The reason for the down time was because of DDoS attack. Our previous webhost NetDepot was not capable of mitigating DDoS attacks and their only solution is to null route my server’s IP address and wait for the attack to subside. Well the attack didn’t stop and I had to look for solutions to block the attacks. Basically DDoS attacks comes from many different sources (computers). These sources are hacked computers where the user accidentally installed trojan or bot without their knowledge that allows the attacker to command and control.

The image below shows an example of how DDoS works.

Many years ago, DDoS are not common and launching a DDoS attack wasn’t easy. Nowadays it’s very easy as long as you have some money. First you buy a tool such as BlackShades NET which has DDoS capability, then you need a crypter that can make it fully undetectable (FUD), and finally get people that provide service to do the install or updates. With around $200, you probably can get thousands of bots to control and bring down any websites that are not protected against DDoS.

Getting the zombies are easy but maintaining them are tough. Reason is some of the top antivirus brands are very good in detecting malwares, and secondly there is a thing called “botkilling” which allows another attacker to remove any bot/trojan on the hacked computers while keeping only theirs available so that the particular attacker is the only person who can command and control.
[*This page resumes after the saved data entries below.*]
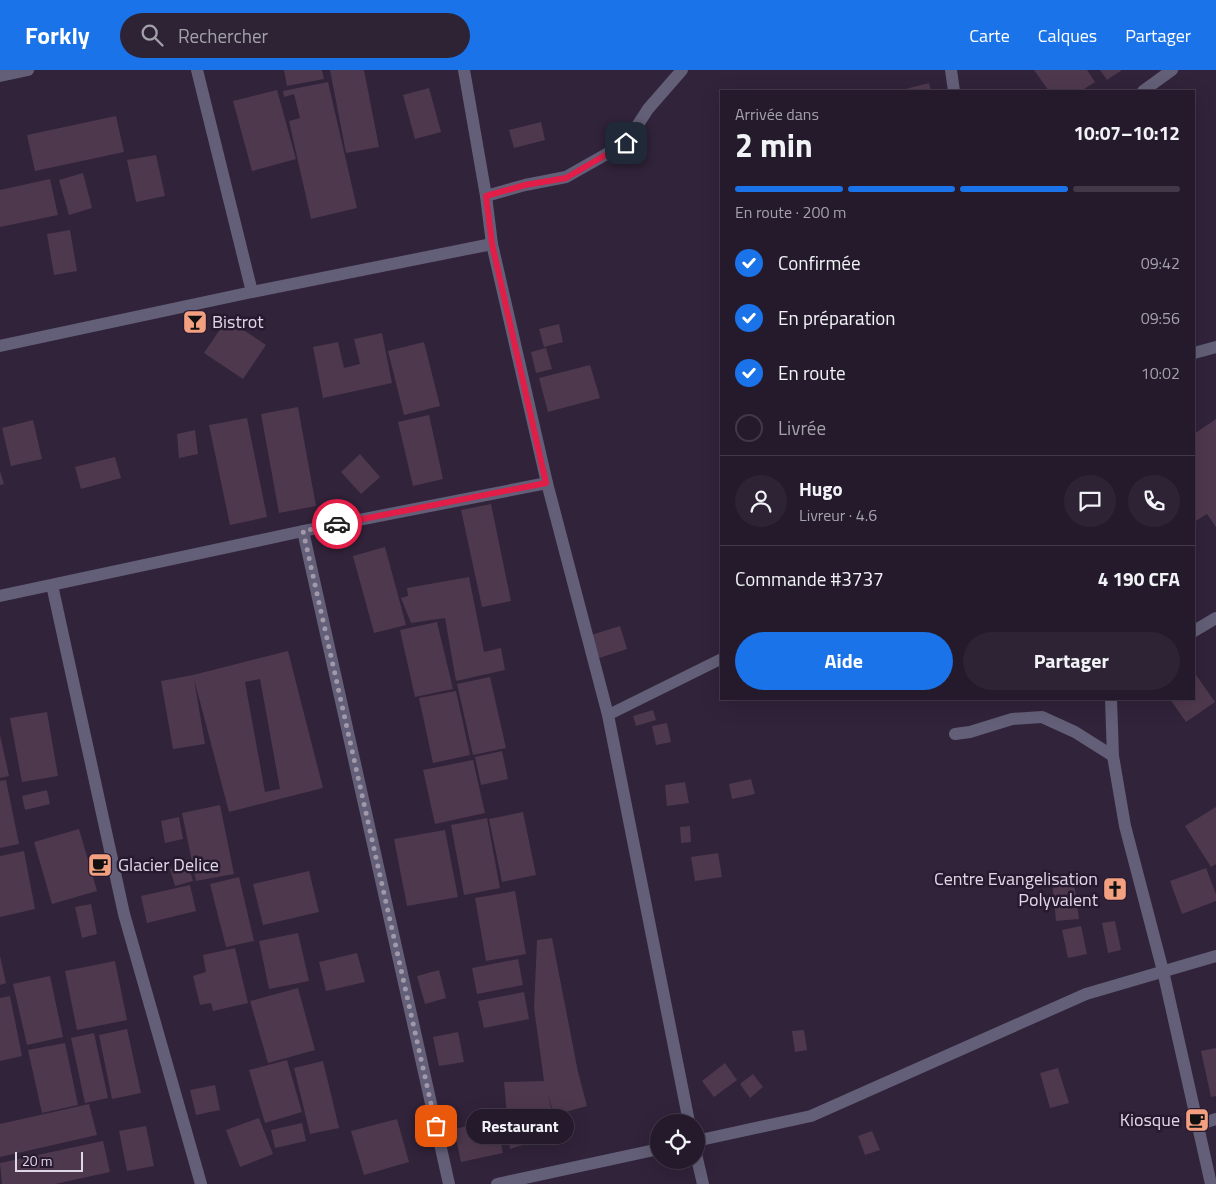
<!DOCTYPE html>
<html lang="fr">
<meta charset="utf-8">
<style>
body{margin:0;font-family:"Titillium Web",sans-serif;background:#2d2334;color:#f1f3f6;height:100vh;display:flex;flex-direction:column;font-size:19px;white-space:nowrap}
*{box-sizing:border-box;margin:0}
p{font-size:16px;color:#a3a1a9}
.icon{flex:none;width:28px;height:28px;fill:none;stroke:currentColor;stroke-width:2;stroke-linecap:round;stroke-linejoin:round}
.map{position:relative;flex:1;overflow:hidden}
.drawer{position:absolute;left:720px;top:20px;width:475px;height:610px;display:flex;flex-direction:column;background:#251a2c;border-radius:0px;box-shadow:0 5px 20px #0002,0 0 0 1px #423848}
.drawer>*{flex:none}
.buttons{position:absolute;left:650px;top:1044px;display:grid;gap:10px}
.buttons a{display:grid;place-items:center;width:55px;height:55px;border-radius:50%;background:#251a2c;box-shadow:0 5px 20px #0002,0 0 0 1px #423848;font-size:25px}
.scale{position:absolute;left:15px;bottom:12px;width:68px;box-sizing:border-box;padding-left:5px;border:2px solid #e0d7e6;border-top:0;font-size:14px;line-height:18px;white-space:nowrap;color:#e0d7e6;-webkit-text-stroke:4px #271930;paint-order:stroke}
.pin{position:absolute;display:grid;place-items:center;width:42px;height:42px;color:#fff;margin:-21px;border-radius:10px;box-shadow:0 2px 8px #0006}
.courier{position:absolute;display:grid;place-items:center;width:50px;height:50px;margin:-25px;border:4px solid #e11d48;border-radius:50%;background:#fff;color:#222;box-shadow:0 1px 6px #0007}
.bubble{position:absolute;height:35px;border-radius:18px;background:#251a2c;box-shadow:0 5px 20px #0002,0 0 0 1px #423848;font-size:16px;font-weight:700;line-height:35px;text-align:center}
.summary em{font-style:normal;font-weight:700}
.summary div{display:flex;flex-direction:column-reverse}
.summary{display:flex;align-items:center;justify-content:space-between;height:85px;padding:0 15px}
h1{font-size:32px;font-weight:700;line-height:38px}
.bar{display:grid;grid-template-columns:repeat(4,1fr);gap:8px 5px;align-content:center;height:60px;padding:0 15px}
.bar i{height:6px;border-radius:4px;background:#423848}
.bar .active{background:#1a73e8}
.bar p{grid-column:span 4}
.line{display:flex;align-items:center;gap:12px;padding:0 15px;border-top:1px solid #423848}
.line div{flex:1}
.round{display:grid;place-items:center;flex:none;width:52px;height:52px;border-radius:26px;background:#2d2334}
ol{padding:0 15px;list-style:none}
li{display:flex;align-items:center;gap:15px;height:55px}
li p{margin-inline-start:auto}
li .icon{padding:5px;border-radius:50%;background:#1a73e8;color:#fff;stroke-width:4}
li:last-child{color:#a3a1a9}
li i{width:28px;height:28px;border:2px solid #423848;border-radius:50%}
.primary-button{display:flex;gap:10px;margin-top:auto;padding:10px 15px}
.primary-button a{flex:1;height:58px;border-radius:30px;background:#1a73e8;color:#fff;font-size:20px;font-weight:700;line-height:58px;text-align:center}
.primary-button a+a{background:#2d2334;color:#f1f3f6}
header{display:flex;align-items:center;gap:30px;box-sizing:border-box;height:70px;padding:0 25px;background:#1a73e8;color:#fff}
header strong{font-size:24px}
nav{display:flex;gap:28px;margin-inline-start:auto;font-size:18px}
.search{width:350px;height:45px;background:#2d2334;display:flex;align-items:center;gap:12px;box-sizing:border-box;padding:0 18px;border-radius:28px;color:#a3a1a9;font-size:19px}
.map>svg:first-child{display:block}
.building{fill:#4e384d;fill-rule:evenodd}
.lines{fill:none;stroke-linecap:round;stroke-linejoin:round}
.lane{stroke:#635f78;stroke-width:11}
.street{stroke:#635f78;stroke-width:12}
.done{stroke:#a398aa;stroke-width:5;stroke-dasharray:0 9}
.route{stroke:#e11d48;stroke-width:6}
.labels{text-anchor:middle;stroke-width:5;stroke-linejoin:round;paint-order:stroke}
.poi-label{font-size:18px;fill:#e0d7e6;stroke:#271930;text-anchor:start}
</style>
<header>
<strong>Forkly</strong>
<div class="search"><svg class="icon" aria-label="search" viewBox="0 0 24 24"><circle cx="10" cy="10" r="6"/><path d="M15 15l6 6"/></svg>Rechercher</div>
<nav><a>Carte</a><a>Calques</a><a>Partager</a></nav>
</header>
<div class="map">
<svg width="1216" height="1114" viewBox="0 0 1216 1114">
<rect width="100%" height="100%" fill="#31233a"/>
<g class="building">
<polygon points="284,0 322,0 324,9 287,16"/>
<polygon points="330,0 364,0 379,77 346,83"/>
<polygon points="1034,0 1087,0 1095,12 1081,21 1049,21"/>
<polygon points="1100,0 1122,0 1107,10"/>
<polygon points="328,12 357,138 311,149 289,51 300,48 294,24 284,27 283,21"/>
<polygon points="929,13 931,21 898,21"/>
<polygon points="429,18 441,62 415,69 403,25"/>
<polygon points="277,20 296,89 252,101 233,31"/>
<polygon points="116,46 124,82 35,101 27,65"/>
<polygon points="541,52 545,70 514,78 509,60"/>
<polygon points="156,85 165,126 136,132 127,90"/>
<polygon points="83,103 92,138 69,145 59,110"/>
<polygon points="50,109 58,145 0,157 0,120"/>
<polygon points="70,160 77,201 54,205 47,164"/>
<polygon points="227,249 266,275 243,309 204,283"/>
<polygon points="559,254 563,272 544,277 539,259"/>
<polygon points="382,263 392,313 323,328 313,277 338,272 344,298 360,294 354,269"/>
<polygon points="424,272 440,336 404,345 388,281"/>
<polygon points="546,278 552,299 536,303 531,282"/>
<polygon points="590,295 600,328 548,342 539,308"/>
<polygon points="298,337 316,436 279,443 261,344"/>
<polygon points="429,345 443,409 413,416 398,352"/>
<polygon points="247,348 267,447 230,455 209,355"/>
<polygon points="1216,349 1216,457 1207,444 1194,452 1194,364"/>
<polygon points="33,350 42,389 11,396 2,358"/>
<polygon points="195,360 198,384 179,388 177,364"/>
<polygon points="360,384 380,407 361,424 341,402"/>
<polygon points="115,387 121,408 81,419 75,397"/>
<polygon points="0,401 4,414 0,415"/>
<polygon points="491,434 511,531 482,537 461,440"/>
<polygon points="385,477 406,555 374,563 353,486"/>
<polygon points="469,507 484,582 501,578 505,600 456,611 445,548 411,553 401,528 408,526 407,518"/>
<polygon points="437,552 453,619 415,627 400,560"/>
<polygon points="620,556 627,579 599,588 591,565"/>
<path d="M288 581 323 718 229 742 194 609 205 674 173 679 161 611 193 605ZM260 609 280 719 265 722 245 612Z"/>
<polygon points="1194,602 1215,632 1186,652 1170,629 1194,629"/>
<polygon points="490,607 506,678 473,685 457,614"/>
<polygon points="456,621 470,685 433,693 419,628"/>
<polygon points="653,640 656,650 636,656 633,646"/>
<polygon points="47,642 58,706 22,712 10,648"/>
<polygon points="667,653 671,672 656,675 652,656"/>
<polygon points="0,665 9,706 0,708"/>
<polygon points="502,681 508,709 481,715 475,687"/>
<polygon points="473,690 485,743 435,754 423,700"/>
<polygon points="751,709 755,724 732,729 729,714"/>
<polygon points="6,710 19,774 0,778 0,711"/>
<polygon points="685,712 689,733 667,736 665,715"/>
<polygon points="47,720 50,734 25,740 22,726"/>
<polygon points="220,735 234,804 196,811 182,743"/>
<polygon points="1216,737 1216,794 1211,797 1185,756"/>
<polygon points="523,742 536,805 502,812 489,749"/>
<polygon points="179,747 183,769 165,773 161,751"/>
<polygon points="487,748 500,818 464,825 451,755"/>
<polygon points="690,756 691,772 681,773 680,757"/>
<polygon points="79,759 97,821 52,834 34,772"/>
<polygon points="445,760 458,827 407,836 394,769"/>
<polygon points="24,781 35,839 0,847 0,786"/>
<polygon points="718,783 722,807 695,811 691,787"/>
<polygon points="188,794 193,811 175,816 170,799"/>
<polygon points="1206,798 1216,824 1216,831 1182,844 1170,811"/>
<polygon points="309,801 319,842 263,855 253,814"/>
<polygon points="1073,806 1079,849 1056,851 1052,810"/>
<polygon points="239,807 254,871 226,877 210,814"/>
<polygon points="190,815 196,841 147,853 141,826"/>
<polygon points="515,821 526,884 486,891 475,828"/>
<polygon points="91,834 97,864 82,868 75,837"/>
<polygon points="1115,851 1121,880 1108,883 1102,853"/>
<polygon points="1081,856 1087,884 1068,888 1062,860"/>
<polygon points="298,863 309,911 269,919 259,871"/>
<polygon points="552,868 578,1002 587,1036 554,1045 548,1025 557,1064 510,1079 504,1012 544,1011 534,938 537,870"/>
<polygon points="235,878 248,933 213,941 211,933 200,935 193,906 206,902 203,885"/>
<polygon points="357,883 365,912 326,921 319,892"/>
<polygon points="0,886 6,913 0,915"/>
<polygon points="518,889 523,915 477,924 472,898"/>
<polygon points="115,891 127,950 77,960 65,901"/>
<polygon points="439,900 446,928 425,934 417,906"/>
<polygon points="50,906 63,967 27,975 13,914"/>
<polygon points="298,918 315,980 268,993 250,931"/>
<polygon points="524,922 529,949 484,958 478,931"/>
<polygon points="10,926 22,986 0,991 0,928"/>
<polygon points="127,959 141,1023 112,1029 99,965"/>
<polygon points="804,960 807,980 795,982 792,961"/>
<polygon points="458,962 464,992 439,996 433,967"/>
<polygon points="94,963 108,1028 85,1033 71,968"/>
<polygon points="65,973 78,1035 42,1043 28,980"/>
<polygon points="1216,978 1216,1026 1211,1027 1201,981"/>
<polygon points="287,990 302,1042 265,1053 249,1000"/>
<polygon points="323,991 339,1058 310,1064 294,998"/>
<polygon points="725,993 737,1010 714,1027 702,1011"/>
<polygon points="1058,998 1069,1033 1050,1038 1040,1003"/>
<polygon points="753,1004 763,1017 750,1028 740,1014"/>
<polygon points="215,1015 220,1040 196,1045 190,1020"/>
<polygon points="89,1034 97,1065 0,1087 0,1054"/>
<polygon points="259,1048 273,1084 240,1097 226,1060"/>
<polygon points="397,1049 409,1092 364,1105 351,1061"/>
<polygon points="496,1050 503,1083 461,1092 454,1059"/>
<polygon points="302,1053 306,1071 275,1078 271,1060"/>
<polygon points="146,1056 154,1096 127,1101 119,1061"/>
<polygon points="872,1061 880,1080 865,1085 858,1066"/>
<polygon points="103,1071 110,1102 55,1114 2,1114 0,1093"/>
</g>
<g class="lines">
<polyline class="lane" points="608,645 721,589"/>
<g class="street">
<polyline points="197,0 252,222"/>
<polyline points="464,0 486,126 492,174 547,413 608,645 689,1052"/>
<polyline points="951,0 954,21"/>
<polyline points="0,6 28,0"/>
<polyline points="1143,21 1172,0"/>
<polyline points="486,126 525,115 566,107 626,73 648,39 682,0"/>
<polyline points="0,276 252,222 492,174"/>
<polyline points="1194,283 1216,277"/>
<polyline points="303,461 449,1114"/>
<polyline points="52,515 124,844 201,1114"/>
<polyline points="0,526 303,461 547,413"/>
<polyline points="1194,561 1216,548"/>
<polyline points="1111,629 1113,686 1125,756 1163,901 1211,1114"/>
<polyline points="955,664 970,662 1012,649 1042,647 1075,662 1113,686"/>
<polyline points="1197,1055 1216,1049"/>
<polyline points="696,1071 811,1046 1086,924 1216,886"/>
<polyline points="696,1084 703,1114"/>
<polyline points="497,1114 659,1079"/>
</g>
</g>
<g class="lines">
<polyline class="done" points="337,454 303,461 436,1056"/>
<polyline class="route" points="337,454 546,413 492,174 486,126 525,115 566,108 626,73"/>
</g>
<defs>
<symbol id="bar-square" viewBox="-11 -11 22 22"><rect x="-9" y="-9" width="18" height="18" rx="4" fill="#f2a080" stroke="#271930"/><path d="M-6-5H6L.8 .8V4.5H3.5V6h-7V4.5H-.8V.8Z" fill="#111"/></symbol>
<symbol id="cafe-square" viewBox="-11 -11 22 22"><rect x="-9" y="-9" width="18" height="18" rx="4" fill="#f2a080" stroke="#271930"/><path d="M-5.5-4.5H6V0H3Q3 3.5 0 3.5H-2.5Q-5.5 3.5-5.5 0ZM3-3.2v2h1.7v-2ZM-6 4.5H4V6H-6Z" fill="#111"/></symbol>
<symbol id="church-square" viewBox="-11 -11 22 22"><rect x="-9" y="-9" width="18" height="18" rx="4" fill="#f2a080" stroke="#271930"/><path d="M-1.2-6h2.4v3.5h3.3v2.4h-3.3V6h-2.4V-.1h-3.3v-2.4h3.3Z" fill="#111"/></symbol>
</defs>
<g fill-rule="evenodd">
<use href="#bar-square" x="181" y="238" width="28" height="28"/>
<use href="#cafe-square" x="86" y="781" width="28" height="28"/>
<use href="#church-square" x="1101" y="805" width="28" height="28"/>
<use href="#cafe-square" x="1183" y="1036" width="28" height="28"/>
</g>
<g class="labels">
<g class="poi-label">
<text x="212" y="258">Bistrot</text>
<text x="118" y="801">Glacier Delice</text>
<text x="1098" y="815" text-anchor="end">Centre Evangelisation<tspan x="1098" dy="21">Polyvalent</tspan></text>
<text x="1180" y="1056" text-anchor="end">Kiosque</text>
</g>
</g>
</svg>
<div class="buttons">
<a><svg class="icon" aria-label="locate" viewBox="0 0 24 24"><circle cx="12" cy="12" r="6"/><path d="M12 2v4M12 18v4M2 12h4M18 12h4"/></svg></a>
</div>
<div class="scale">20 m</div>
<div class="pin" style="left:436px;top:1056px;background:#ea580c"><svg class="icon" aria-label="bag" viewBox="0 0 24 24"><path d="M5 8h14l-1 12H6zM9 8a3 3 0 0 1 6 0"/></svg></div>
<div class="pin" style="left:626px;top:73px;background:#1f2937"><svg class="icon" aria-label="home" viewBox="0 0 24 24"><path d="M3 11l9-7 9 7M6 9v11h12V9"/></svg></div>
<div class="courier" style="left:337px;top:454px"><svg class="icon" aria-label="car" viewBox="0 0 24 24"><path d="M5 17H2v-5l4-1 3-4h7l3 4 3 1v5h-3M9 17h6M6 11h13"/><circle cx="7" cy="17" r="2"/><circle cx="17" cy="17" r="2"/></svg></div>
<div class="bubble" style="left:466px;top:1039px;width:108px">Restaurant</div>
<section class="drawer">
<div class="summary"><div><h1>2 min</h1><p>Arrivée dans</p></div><em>10:07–10:12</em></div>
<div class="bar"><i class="active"></i><i class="active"></i><i class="active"></i><i></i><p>En route · 200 m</p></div>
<ol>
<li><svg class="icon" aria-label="check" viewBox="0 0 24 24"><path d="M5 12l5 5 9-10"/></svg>Confirmée<p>09:42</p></li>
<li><svg class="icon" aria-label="check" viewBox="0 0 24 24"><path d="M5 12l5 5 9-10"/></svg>En préparation<p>09:56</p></li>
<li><svg class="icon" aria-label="check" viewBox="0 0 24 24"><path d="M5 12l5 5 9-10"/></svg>En route<p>10:02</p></li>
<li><i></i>Livrée</li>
</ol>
<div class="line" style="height:90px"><a class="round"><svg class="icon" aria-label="person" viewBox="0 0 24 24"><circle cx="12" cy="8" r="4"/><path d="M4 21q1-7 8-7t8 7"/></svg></a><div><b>Hugo</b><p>Livreur · 4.6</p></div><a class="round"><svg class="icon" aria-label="chat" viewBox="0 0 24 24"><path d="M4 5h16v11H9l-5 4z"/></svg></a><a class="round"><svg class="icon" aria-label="phone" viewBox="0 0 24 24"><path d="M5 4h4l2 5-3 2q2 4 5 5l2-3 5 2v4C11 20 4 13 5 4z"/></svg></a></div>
<div class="line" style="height:65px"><div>Commande #3737</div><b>4 190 CFA</b></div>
<div class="primary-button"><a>Aide</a><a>Partager</a></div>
</section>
</div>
Unfortunately there is no free and easy way to fend off DDoS attacks. One way is to use LiteSpeed Web Server where it has anti-DDoS capabilities. Their latest 4.1 development version has even better DDoS attack auto detection and filtering. However LiteSpeed is not the answer for all DDoS attacks because if the TCP attack is really huge, then your data center will need to absorb the attacks and they normally won’t. Only companies such as Staminus and GigeNET willing to absorb the attacks which doesn’t come cheap.

I’ve switched from Apache to LiteSpeed Web Server and moved my website to Staminus where they use SecurePort DDoS Mitigation Technology to protect against DoS and DDoS (Distributed Denial of Service) attacks. The total cost to keep this website up is $750 per month inclusive of LiteSpeed Web Server, SecurePort and server management by LinuxAdmin. It’s a lot but I think it’s worth it. Anyway I’ve missed so much during my time away and I’m trying to catch up. I’m back in the forums and will get back to writing as soon as possible. I also noticed that Google has increased the pagerank of this blog to 5 and the forums to 4. The blog was at PR2 and forum at PR0 for a very long time.